Question

Pure Si at 500K has equal number of electrons (${{n}_{e}}$) and hole (${{n}_{h}}$ ) concentration of $1.5\times {{10}^{16}}{{m}^{-3}}$ . Doping by indium increases ${{n}_{h}}$ to $4.5\times {{10}^{22}}{{m}^{-3}}$ . The doped semiconductor is of
a)n-type with electron concentration ${{n}_{e}}=5\times {{10}^{22}}{{m}^{-3}}$
b) p-type with electron concentration ${{n}_{e}}=2.5\times {{10}^{10}}{{m}^{-3}}$
c) n-type with electron concentration ${{n}_{e}}=2.5\times {{10}^{23}}{{m}^{-3}}$
d) p-type having electron concentration ${{n}_{e}}=5\times {{10}^{9}}{{m}^{-3}}$

Answer 1

Hint: Pure semiconductors i.e. intrinsic semiconductor has equal number of hole and electron concentration.

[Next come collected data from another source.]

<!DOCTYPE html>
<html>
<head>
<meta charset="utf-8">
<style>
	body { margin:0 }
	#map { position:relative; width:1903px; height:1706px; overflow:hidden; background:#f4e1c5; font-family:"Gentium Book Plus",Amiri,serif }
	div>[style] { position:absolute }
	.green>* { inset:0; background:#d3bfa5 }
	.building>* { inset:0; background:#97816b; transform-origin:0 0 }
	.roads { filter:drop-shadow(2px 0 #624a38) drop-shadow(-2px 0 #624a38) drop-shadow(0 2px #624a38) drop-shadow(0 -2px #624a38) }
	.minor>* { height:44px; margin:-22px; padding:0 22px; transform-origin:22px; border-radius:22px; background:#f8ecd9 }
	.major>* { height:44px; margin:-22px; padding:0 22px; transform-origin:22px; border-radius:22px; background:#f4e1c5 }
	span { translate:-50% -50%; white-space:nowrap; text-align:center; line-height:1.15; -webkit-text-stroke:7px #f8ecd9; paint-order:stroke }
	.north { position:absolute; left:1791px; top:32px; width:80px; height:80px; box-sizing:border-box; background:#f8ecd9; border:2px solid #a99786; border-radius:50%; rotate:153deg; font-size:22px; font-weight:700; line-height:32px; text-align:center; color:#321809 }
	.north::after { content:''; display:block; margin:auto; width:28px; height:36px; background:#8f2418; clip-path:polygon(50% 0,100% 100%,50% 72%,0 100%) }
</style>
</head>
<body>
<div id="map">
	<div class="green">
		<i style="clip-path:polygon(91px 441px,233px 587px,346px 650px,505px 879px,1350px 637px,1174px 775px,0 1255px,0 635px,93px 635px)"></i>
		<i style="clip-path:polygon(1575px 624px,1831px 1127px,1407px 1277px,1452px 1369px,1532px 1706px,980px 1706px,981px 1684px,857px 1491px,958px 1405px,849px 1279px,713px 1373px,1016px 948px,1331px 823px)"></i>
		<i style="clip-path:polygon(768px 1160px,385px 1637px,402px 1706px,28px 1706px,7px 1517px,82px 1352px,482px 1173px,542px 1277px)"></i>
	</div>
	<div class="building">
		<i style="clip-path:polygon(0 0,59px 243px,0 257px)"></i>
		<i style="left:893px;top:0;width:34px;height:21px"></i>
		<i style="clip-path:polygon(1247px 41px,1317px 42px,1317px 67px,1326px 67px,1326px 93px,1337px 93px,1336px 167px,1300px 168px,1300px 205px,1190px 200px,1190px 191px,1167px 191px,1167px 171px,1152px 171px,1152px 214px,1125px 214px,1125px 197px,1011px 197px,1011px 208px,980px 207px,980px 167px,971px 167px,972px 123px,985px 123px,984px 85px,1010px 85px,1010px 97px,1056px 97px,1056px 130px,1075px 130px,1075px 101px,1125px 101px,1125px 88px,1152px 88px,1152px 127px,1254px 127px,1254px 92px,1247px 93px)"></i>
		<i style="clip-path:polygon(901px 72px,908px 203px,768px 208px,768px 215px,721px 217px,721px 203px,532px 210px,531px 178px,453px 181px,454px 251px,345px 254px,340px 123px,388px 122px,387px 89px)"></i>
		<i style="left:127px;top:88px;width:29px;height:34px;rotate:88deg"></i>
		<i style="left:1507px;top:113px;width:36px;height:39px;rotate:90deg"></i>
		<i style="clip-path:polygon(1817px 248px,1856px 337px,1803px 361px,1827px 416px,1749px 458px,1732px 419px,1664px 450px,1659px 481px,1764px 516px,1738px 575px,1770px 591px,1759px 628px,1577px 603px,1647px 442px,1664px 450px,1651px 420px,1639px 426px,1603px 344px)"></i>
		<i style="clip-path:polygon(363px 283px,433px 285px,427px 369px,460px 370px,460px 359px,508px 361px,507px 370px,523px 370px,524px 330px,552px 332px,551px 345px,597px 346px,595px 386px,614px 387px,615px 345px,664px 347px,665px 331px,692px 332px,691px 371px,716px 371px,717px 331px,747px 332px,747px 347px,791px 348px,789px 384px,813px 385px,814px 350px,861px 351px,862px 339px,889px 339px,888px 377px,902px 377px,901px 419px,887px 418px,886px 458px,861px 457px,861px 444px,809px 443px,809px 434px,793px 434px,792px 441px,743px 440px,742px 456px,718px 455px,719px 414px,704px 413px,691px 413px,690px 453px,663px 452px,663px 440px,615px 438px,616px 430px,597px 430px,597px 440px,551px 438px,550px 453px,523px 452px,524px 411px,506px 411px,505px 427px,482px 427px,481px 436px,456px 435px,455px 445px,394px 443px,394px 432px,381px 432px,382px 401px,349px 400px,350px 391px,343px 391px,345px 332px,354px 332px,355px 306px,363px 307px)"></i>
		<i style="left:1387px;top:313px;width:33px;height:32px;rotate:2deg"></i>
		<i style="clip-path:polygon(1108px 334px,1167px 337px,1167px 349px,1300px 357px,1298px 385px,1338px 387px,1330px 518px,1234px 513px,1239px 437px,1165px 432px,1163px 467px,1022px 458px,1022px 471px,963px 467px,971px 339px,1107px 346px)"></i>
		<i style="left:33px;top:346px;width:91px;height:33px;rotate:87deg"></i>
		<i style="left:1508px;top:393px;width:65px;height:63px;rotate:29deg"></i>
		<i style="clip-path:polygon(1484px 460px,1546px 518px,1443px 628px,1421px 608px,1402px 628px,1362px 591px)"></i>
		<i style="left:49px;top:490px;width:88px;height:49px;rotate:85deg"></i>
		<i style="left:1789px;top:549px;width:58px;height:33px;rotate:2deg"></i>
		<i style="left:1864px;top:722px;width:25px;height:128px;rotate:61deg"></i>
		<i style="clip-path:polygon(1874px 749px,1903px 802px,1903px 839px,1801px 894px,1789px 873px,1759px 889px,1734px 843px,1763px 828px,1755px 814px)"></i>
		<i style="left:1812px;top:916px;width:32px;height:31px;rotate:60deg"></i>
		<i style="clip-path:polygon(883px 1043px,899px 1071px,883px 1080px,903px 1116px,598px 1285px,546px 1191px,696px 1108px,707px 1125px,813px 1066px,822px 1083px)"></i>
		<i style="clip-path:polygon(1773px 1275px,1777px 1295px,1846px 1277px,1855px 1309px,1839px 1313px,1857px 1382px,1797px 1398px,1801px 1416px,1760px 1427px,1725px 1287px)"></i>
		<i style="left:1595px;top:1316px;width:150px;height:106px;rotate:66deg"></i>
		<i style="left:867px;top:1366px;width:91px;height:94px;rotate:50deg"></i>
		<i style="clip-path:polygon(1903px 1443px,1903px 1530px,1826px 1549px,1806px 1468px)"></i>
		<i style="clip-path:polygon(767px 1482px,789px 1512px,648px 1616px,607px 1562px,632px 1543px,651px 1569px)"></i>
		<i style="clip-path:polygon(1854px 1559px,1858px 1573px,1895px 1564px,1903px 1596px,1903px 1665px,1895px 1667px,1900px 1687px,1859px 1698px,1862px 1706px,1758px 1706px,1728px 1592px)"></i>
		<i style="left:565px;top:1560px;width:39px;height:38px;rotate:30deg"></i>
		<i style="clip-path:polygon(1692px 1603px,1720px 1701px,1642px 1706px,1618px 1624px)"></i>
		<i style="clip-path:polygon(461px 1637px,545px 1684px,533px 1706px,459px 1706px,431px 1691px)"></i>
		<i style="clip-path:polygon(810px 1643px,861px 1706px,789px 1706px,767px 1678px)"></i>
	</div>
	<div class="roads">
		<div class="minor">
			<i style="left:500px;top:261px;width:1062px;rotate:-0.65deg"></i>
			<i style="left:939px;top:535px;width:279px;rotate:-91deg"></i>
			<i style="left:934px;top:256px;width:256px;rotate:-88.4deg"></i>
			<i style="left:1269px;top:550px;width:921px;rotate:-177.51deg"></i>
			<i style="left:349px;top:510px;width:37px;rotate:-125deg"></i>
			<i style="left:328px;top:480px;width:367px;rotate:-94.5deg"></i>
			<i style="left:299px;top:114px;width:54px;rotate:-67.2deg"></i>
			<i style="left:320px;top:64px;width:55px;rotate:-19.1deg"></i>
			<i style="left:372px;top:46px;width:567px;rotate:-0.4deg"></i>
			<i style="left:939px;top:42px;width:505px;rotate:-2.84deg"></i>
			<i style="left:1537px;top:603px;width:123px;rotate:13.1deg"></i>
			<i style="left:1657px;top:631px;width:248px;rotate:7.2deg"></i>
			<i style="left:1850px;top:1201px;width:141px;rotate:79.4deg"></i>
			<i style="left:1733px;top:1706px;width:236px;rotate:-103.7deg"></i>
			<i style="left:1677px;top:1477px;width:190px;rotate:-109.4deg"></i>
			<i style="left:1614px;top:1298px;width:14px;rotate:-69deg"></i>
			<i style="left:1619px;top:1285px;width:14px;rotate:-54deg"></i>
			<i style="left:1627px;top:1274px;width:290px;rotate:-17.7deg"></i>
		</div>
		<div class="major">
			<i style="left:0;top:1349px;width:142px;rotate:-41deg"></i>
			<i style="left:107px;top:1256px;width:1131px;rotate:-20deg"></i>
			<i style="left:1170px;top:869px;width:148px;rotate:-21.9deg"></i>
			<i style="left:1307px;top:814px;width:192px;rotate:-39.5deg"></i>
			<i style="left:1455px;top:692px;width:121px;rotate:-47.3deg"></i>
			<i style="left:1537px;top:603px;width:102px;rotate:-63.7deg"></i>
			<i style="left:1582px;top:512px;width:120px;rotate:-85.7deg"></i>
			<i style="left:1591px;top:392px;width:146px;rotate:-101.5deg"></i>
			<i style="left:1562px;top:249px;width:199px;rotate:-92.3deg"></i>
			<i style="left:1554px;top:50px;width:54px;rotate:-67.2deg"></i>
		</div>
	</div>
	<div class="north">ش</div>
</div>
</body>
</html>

The holes carry a net positive charge and electrons carry negative charge. Depending on the excess of the above two the semiconductors are named as p-type and n-type respectively.
Formula used:
${{n}_{e}}{{n}_{p}}=n_{i}^{2}$

Complete answer:
When pure silicon semiconductor is doped with indium, the hole concentration in the semiconductor increases. The holes are characterized by a net positive charge. Hence the impure semiconductor i.e. extrinsic semiconductor obtained by doping is p-type.
Let us say the intrinsic charge of a carrier concentration is ${{n}_{i}}$ . After doping the semiconductor, the electron charge carrier concentration is ${{n}_{e}}$ and that of the holes is ${{n}_{h}}$ . Hence thermodynamically the relation between ${{n}_{i}},{{n}_{e}}$ and ${{n}_{h}}$ is given by,
${{n}_{e}}{{n}_{p}}=n_{i}^{2}$
In a intrinsic semiconductor the hole concentration,
${{n}_{e}}={{n}_{p}}={{n}_{i}}$
Using the concentration of the charge carries given in the question we get,
$\begin{align}
  & {{n}_{e}}{{n}_{p}}=n_{i}^{2} \\
 & \Rightarrow 4.5\times {{10}^{22}}{{m}^{-3}}\times {{n}_{e}}={{(1.5\times {{10}^{16}})}^{2}}{{m}^{-3}} \\
 & \Rightarrow {{n}_{e}}=\dfrac{2.25\times {{10}^{3}}^{2}}{4.5\times {{10}^{22}}}{{m}^{-3}}=5\times {{10}^{9}}{{m}^{-3}} \\
\end{align}$

Therefore the correct answer of the above question is option d.

Note:
The thermodynamic relation between the intrinsic charge carriers and the extrinsic charge carriers only holds valid as long as the lattice structure of the crystal solid remains the same. If after doping the structure changes the above equation does not hold valid. The above equation also holds valid as the number density of electrons and holes in extrinsic semiconductor is very large and hence the rate of recombination is the same.